" So why is it that in most places, the United States receives little or no credit for its generosity? This is particularly worrisome in Muslim countries, where dislike not just of the U.S. government but of the American people has increased even though U.S. aid has burgeoned. This is partly because of the mixed record of foreign aid programs, which have sometimes done more harm than good. It's also partly because no amount of aid will compensate for dreadful U.S. policies, such as the continued operation of the searingly symbolic detention center in Guantanamo Bay.
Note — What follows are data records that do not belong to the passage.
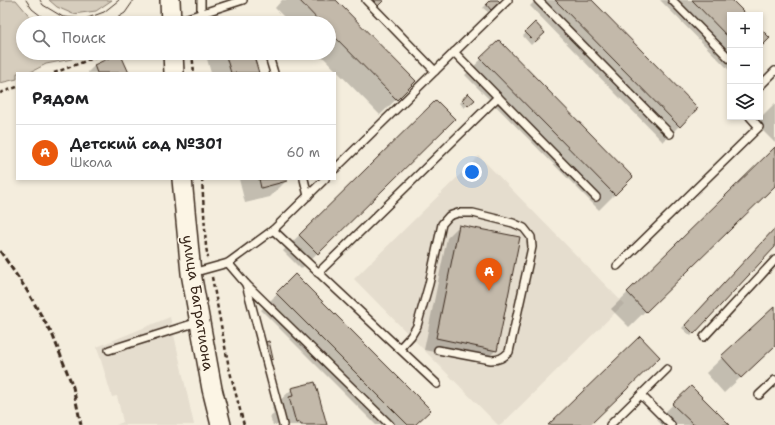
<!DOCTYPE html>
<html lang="ru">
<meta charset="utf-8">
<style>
:root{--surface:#fff;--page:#f6f6f6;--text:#202124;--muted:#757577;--line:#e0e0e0;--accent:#ea580c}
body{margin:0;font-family:"Shantell Sans",sans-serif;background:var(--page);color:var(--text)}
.controls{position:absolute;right:12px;top:12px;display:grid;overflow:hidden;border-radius:0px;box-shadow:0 2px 6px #0003}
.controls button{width:36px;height:36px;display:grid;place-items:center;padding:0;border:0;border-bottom:1px solid var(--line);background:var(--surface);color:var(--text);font:20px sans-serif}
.you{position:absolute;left:472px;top:172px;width:14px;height:14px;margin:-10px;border:3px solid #fff;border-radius:50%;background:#1a73e8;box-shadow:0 0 0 6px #1a73e833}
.badge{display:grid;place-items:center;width:26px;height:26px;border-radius:50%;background:var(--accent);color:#fff;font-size:13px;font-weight:700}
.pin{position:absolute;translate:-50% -33px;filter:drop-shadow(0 1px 2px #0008)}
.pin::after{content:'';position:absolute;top:21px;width:14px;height:12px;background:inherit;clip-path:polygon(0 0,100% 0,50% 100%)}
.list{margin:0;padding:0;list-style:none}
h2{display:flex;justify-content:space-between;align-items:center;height:52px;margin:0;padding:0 16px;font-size:17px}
h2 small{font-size:13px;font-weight:400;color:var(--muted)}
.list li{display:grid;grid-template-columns:26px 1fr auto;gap:12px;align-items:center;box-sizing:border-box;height:56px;padding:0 16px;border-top:1px solid var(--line)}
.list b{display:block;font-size:15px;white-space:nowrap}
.list p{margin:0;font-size:13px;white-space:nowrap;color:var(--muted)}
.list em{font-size:13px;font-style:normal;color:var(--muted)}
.icon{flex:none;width:22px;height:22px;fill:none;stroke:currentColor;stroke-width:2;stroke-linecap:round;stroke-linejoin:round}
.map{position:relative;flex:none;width:775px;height:425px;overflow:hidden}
.search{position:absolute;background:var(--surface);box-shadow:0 2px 6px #0003;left:16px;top:16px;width:320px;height:44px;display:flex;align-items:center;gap:10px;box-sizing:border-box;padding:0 14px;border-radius:22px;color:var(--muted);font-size:15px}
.panel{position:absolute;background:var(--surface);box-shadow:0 2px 6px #0003;left:16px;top:72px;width:320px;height:108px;border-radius:0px}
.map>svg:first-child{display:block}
.built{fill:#e5ddce}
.green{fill:#d6cdbd;stroke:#887c6e}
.shadow{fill:#0003}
.building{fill:#c3b9aa;stroke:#3b2a1e}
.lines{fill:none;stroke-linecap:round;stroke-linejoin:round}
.lane-casing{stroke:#3b2a1e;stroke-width:10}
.secondary-casing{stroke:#3b2a1e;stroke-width:22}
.path{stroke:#3b2a1e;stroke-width:2.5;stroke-dasharray:4 3;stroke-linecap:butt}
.lane{stroke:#fcf5e5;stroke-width:7}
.secondary{stroke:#fcf5e5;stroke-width:19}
.tram{stroke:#3b2a1e;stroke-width:1}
.rail{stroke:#3b2a1e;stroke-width:3;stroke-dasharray:6 3;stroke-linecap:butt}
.labels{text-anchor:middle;stroke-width:3;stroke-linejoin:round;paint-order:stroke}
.street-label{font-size:15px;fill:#3b2a1e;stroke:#fcf5e5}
</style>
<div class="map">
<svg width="775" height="425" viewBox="0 0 775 425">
<rect width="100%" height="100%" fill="#f4eddd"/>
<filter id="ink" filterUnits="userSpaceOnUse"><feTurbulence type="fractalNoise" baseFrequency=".025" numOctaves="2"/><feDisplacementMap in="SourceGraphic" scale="8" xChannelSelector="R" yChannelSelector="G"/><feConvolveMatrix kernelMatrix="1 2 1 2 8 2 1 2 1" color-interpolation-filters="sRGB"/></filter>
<g filter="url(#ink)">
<!-- built -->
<g class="built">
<polygon points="479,156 624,304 501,425 498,425 354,279"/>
<polygon points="170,317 194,425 116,425 123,422 117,396 112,397 97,347"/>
</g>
<!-- green -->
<g class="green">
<polygon points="0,0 16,0 32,19 39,23 23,23 23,53 78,53 72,59 46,64 29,73 17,73 17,79 0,83"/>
<polygon points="49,0 112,0 96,11 73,14 57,7"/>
</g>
<!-- shadow -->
<g class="shadow">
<polygon points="282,0 335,0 415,81 380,115 319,53 329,53 329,23 290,23 275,8"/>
<polygon points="367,0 383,0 372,11 364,3"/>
<polygon points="491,0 497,0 498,2 488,12 483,8"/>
<polygon points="536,0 591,0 697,108 663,142 530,6"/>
<polygon points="660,0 731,0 745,15 730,15 730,71"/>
<polygon points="535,24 544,32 531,45 523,36"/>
<polygon points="499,42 632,177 599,210 465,75"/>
<polygon points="213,53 252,53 258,73 211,73 207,59"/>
<polygon points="119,55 127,73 88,73 88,72 94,66"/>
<polygon points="468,95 473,100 464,108 460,103"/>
<polygon points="436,101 453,119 301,269 283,251"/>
<polygon points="775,103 775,143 755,123"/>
<polygon points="775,149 775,185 629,327 611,309"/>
<polygon points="239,179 286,179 286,181 270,197 245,203"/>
<polygon points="459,226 496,350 484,362 424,350 447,238"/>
<polygon points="775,229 775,245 691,336 682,328"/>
<polygon points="295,276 414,425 376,425 261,310"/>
<polygon points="775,307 775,345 724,393 706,373"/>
<polygon points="691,387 729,425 662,425 657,420"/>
<polygon points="292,389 326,425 273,425 270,417 274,414 272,408"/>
</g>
<!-- building -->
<g class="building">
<polygon points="299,0 336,0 416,81 397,100 329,31 329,23 321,23"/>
<polygon points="373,0 384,0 378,6"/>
<polygon points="490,0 498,0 500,2 491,10 486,4"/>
<polygon points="555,0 592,0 698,108 680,127"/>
<polygon points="692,0 732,0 747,15 730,15 730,39"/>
<polygon points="535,22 545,33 535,42 525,32"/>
<polygon points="760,28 770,38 760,48"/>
<polygon points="499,40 633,177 615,195 480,58"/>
<polygon points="120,53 129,73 97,73 94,65"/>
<polygon points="225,53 253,53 259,73 231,73"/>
<polygon points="468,93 475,100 468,106 462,100"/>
<polygon points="436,100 455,119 318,254 299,235"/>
<polygon points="775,147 775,186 646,312 627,292"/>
<polygon points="259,179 287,179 287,181 261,188"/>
<polygon points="459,225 520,237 497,351 436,338"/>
<polygon points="775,228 775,247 694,334 685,325"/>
<polygon points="295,274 431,410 415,425 408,425 276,293"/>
<polygon points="775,306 775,346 741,378 721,356"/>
<polygon points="640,336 660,357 590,425 548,425"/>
<polygon points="269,341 273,359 267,361 262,343"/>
<polygon points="315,382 327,425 301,425 300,422 296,423 289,397 293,396 291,388"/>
<polygon points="691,386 730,425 694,425 672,404"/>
</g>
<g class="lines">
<!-- lane casing -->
<g class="lane-casing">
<g id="lane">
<polyline points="538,0 670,134"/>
<polyline points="672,0 730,59"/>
<polyline points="201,14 201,0"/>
<polyline points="172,23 243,0"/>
<polyline points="454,52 596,197"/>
<polyline points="268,53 274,73"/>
<polyline points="435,71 508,0"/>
<polyline points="760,86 775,71"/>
<polyline points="335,169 435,71 366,0"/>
<polyline points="304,179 308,196"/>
<polyline points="273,230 437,384"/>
<polyline points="228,263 246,284 390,425"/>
<polyline points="617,266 759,127 750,117"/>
<polyline points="192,273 228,263 273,230 325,179"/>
<polyline points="318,273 498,97"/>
<polyline points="246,284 283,425"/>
<polyline points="704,337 775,260"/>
<path d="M400,348L411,336L417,326L429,284L442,224L449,216L458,213H473L513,223L524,228L531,237L532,247L509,352C503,358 499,360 491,360L438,350"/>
<polyline points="109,350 198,322"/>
<polyline points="641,395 671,425"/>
<polyline points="759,395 775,380"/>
<polyline points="610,425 667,369"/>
</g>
</g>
<!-- secondary casing -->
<g class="secondary-casing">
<g id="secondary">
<polyline points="170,0 171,23"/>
<polyline points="173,53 174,73"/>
<polyline points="182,179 191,273 212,389 221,425"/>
</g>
</g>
<!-- path -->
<g class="path">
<polyline points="192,53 194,73"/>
<polyline points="54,73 83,62 104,53"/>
<polyline points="0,93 17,87"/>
<polyline points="202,179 206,247 208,258"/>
<polyline points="212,277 229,368 244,425"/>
</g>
<!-- lane -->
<use href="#lane" class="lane"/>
<!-- secondary -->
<use href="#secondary" class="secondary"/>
<!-- tram -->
<g class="tram">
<polyline points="26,0 32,9 50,23"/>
<polyline points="40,0 43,5 63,17 85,19 104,12 119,0"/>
<polyline points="109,23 125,13 134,0"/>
</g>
<!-- rail -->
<polyline class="rail" points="0,251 26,289 53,336 73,387 81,425"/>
</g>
</g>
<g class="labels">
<!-- street labels -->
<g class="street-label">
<text transform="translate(198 303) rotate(81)" y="5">улица Багратиона</text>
</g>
</g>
</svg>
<div class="controls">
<button>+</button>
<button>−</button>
<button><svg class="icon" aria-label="layers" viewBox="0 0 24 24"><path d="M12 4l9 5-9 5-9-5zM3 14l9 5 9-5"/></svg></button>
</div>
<div class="you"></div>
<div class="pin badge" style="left:489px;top:291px">A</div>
<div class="search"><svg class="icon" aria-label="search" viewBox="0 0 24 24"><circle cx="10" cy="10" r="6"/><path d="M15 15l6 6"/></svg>Поиск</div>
<section class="panel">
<h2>Рядом<small></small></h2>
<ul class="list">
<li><span class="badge">A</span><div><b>Детский сад №301</b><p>Школа</p></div><em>60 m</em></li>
</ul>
</section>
</div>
Humanitarian aid must be given unconditionally, but at the same time, the U.S. should launch a high-profile food diplomacy initiative planned, funded and executed for the purpose of improving national security through humanitarian means. The program should particularly target Muslims in such strategically important places as South Waziristan, Gaza, Lebanon, Algeria, Jordan and Egypt. Radical Islamist groups such as Hamas, Hezbollah and the Muslim Brotherhood have used charity to develop their political leverage for years, and as The Times recently reported, they have found in the food crisis an opportunity to expand their franchise. The United States should make such Islamist aid networks irrelevant by burying them in a landslide of relief for the poor."
What can I say? Does the writer really believe that if the US gives billions of $ in military aid to Israel, plus unconditional support to the oppression of the Palestinian people, this will be forgotten because of a few million $ in food aid? There must be a name for this kind of thinking.